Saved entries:
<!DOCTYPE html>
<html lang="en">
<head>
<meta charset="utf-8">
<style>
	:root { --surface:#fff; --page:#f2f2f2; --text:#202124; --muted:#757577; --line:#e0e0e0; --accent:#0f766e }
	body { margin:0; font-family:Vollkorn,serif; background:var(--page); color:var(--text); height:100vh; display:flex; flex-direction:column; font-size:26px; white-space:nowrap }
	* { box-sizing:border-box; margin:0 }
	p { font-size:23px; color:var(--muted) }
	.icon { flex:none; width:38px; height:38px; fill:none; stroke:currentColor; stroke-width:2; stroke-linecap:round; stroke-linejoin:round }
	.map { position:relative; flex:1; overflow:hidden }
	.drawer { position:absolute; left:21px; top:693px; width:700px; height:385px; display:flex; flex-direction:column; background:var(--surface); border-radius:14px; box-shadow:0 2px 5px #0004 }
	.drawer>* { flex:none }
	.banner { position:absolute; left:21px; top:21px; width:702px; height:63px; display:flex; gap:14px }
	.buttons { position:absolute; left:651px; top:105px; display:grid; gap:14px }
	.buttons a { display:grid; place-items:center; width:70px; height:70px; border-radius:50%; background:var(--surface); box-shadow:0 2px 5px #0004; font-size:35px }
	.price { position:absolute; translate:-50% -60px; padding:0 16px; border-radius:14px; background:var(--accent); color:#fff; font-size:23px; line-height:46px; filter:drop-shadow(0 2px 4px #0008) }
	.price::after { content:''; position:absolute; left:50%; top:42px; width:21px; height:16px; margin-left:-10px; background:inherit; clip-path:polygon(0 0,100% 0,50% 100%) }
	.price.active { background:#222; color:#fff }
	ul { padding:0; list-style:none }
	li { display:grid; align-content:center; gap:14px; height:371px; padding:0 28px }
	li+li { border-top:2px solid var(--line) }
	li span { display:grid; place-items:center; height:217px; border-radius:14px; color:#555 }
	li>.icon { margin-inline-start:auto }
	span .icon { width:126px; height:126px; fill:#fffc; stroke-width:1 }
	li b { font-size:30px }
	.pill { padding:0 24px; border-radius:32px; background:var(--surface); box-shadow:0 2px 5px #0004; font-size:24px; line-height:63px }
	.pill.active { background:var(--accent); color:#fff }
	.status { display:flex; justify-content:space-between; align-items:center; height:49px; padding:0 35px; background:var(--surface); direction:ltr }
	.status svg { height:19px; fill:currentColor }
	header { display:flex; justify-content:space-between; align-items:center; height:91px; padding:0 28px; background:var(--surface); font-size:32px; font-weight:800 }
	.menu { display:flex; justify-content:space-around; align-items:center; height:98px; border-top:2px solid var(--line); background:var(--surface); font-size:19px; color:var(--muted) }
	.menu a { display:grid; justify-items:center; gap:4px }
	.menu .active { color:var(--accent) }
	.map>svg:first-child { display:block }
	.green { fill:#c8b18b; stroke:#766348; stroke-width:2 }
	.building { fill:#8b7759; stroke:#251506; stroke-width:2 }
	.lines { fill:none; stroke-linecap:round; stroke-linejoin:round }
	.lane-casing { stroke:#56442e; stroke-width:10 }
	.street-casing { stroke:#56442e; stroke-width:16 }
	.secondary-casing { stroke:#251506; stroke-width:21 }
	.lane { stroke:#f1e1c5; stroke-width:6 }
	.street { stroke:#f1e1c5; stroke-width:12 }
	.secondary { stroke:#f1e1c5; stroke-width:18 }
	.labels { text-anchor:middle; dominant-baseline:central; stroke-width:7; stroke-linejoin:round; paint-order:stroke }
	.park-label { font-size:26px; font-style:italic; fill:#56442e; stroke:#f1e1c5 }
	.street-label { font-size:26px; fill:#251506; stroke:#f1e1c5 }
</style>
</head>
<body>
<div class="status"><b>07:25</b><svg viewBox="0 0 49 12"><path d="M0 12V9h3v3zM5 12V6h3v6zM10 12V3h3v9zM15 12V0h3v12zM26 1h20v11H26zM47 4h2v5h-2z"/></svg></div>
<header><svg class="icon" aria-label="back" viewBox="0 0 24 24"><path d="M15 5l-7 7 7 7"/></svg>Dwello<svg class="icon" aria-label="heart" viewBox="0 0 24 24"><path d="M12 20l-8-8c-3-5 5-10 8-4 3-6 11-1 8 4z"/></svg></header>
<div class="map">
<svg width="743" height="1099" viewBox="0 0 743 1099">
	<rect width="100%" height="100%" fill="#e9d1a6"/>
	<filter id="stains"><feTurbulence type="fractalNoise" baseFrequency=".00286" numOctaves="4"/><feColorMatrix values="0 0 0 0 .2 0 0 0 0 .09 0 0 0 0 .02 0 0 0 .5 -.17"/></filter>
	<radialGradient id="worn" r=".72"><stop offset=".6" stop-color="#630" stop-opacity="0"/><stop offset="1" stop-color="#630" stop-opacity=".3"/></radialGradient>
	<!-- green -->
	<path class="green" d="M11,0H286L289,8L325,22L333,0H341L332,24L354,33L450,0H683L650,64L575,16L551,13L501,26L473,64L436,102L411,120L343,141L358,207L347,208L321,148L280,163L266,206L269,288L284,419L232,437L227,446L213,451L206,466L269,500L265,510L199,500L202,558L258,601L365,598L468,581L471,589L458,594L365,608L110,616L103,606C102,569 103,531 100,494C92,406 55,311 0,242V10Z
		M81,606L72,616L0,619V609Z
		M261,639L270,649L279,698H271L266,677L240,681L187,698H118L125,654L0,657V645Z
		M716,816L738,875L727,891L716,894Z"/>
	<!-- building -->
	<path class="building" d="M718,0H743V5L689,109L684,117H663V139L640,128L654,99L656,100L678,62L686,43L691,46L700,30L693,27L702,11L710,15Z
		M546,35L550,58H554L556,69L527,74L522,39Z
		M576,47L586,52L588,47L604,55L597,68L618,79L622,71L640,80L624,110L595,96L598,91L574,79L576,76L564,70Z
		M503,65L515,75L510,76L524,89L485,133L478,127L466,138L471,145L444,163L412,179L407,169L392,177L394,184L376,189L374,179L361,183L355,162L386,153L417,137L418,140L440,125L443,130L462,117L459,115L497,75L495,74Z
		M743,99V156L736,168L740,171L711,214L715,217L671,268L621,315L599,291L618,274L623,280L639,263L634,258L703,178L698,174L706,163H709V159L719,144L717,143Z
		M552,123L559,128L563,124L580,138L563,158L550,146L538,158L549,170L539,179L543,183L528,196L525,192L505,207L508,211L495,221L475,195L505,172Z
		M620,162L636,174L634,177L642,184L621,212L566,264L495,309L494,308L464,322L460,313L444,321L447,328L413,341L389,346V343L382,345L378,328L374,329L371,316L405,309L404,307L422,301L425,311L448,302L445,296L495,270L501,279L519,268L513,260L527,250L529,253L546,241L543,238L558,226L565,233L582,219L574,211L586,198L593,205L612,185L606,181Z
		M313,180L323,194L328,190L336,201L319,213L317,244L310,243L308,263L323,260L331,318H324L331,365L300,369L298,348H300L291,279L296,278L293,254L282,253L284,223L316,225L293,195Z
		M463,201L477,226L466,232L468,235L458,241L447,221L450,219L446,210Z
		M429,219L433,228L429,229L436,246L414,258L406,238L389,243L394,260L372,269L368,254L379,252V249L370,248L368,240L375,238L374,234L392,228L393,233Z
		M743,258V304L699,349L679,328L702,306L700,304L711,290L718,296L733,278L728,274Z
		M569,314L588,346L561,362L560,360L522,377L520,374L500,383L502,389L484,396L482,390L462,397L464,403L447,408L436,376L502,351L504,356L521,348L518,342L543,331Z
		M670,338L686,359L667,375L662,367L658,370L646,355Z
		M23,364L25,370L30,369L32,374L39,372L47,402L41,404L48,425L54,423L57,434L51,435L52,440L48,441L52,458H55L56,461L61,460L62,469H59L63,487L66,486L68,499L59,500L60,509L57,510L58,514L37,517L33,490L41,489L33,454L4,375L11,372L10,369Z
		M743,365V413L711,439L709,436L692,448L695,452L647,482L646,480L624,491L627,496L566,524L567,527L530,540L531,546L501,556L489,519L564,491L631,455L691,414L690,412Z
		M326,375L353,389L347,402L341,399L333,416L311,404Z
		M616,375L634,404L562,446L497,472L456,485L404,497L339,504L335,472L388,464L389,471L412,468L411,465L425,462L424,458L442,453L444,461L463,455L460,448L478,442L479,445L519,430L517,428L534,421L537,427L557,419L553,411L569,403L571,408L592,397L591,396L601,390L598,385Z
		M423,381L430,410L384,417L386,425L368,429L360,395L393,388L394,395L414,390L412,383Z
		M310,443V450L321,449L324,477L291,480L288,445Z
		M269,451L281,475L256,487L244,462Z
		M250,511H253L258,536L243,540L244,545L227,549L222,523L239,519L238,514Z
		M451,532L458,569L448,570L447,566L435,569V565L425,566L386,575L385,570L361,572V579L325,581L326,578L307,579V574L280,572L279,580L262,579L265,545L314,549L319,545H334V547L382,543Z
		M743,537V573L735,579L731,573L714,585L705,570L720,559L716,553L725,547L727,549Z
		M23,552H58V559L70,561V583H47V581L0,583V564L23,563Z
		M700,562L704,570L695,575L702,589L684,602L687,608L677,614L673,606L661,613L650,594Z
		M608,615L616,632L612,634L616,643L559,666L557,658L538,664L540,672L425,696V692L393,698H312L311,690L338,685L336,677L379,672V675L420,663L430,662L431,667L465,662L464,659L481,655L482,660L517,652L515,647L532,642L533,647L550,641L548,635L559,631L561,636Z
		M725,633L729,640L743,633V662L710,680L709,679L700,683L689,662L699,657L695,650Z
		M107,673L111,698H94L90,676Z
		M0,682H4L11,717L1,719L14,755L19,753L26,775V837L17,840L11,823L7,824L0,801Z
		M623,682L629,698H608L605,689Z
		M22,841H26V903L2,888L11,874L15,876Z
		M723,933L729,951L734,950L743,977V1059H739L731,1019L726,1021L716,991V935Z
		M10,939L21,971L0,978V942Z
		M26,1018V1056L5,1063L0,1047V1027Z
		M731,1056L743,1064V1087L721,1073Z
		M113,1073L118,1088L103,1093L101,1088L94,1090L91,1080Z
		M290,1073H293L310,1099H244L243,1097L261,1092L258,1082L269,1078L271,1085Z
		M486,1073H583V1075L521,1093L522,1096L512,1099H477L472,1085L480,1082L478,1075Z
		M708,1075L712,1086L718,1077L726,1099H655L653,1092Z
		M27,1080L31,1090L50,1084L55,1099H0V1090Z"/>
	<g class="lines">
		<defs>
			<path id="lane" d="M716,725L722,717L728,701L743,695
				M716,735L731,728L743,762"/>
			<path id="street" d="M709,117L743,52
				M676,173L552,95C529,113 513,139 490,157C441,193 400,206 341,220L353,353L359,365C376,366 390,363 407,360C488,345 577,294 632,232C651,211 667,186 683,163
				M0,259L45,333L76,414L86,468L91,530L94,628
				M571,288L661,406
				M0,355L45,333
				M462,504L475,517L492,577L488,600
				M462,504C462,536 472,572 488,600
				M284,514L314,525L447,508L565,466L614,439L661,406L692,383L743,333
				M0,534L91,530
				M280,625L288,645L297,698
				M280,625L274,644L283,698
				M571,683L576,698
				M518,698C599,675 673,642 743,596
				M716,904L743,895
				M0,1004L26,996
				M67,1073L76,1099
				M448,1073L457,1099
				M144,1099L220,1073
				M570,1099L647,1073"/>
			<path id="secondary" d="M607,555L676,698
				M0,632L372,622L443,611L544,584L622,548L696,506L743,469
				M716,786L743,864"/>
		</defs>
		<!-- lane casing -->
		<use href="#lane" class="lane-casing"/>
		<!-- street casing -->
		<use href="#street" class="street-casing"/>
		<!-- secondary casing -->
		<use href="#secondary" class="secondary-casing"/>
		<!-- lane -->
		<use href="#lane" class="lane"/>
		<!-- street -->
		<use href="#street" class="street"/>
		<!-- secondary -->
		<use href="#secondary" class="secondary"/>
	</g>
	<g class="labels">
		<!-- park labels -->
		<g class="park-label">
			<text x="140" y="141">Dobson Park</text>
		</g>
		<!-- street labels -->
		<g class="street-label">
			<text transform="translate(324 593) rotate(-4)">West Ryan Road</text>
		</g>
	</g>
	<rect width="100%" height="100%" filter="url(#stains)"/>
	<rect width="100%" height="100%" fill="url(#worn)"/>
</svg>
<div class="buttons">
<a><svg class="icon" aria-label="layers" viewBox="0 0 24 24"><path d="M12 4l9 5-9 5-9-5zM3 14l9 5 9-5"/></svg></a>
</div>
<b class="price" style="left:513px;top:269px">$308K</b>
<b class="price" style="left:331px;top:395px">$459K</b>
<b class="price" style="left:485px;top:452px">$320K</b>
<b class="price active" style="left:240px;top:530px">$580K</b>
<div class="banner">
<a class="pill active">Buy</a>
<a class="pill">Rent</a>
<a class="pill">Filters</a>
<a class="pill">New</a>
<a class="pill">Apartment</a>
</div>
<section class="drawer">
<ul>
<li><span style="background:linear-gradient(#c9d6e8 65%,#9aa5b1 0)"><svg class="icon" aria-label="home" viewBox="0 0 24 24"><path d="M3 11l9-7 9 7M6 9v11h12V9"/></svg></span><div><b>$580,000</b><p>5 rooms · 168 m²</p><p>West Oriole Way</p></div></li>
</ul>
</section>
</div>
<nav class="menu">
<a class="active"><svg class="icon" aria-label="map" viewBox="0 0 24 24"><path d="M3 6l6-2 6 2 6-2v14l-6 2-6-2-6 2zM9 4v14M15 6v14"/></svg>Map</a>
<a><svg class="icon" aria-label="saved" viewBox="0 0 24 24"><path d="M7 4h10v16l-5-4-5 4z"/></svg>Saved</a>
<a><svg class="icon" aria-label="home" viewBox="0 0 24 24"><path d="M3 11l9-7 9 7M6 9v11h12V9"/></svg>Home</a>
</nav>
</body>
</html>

INSTRUCTIONS TO FOLLOW —
Using the records above, repeat exactly the lines from the first one through the line with "display:grid; place-items:center; width:70px;".

TASK RESPONSE —
<!DOCTYPE html>
<html lang="en">
<head>
<meta charset="utf-8">
<style>
	:root { --surface:#fff; --page:#f2f2f2; --text:#202124; --muted:#757577; --line:#e0e0e0; --accent:#0f766e }
	body { margin:0; font-family:Vollkorn,serif; background:var(--page); color:var(--text); height:100vh; display:flex; flex-direction:column; font-size:26px; white-space:nowrap }
	* { box-sizing:border-box; margin:0 }
	p { font-size:23px; color:var(--muted) }
	.icon { flex:none; width:38px; height:38px; fill:none; stroke:currentColor; stroke-width:2; stroke-linecap:round; stroke-linejoin:round }
	.map { position:relative; flex:1; overflow:hidden }
	.drawer { position:absolute; left:21px; top:693px; width:700px; height:385px; display:flex; flex-direction:column; background:var(--surface); border-radius:14px; box-shadow:0 2px 5px #0004 }
	.drawer>* { flex:none }
	.banner { position:absolute; left:21px; top:21px; width:702px; height:63px; display:flex; gap:14px }
	.buttons { position:absolute; left:651px; top:105px; display:grid; gap:14px }
	.buttons a { display:grid; place-items:center; width:70px; height:70px; border-radius:50%; background:var(--surface); box-shadow:0 2px 5px #0004; font-size:35px }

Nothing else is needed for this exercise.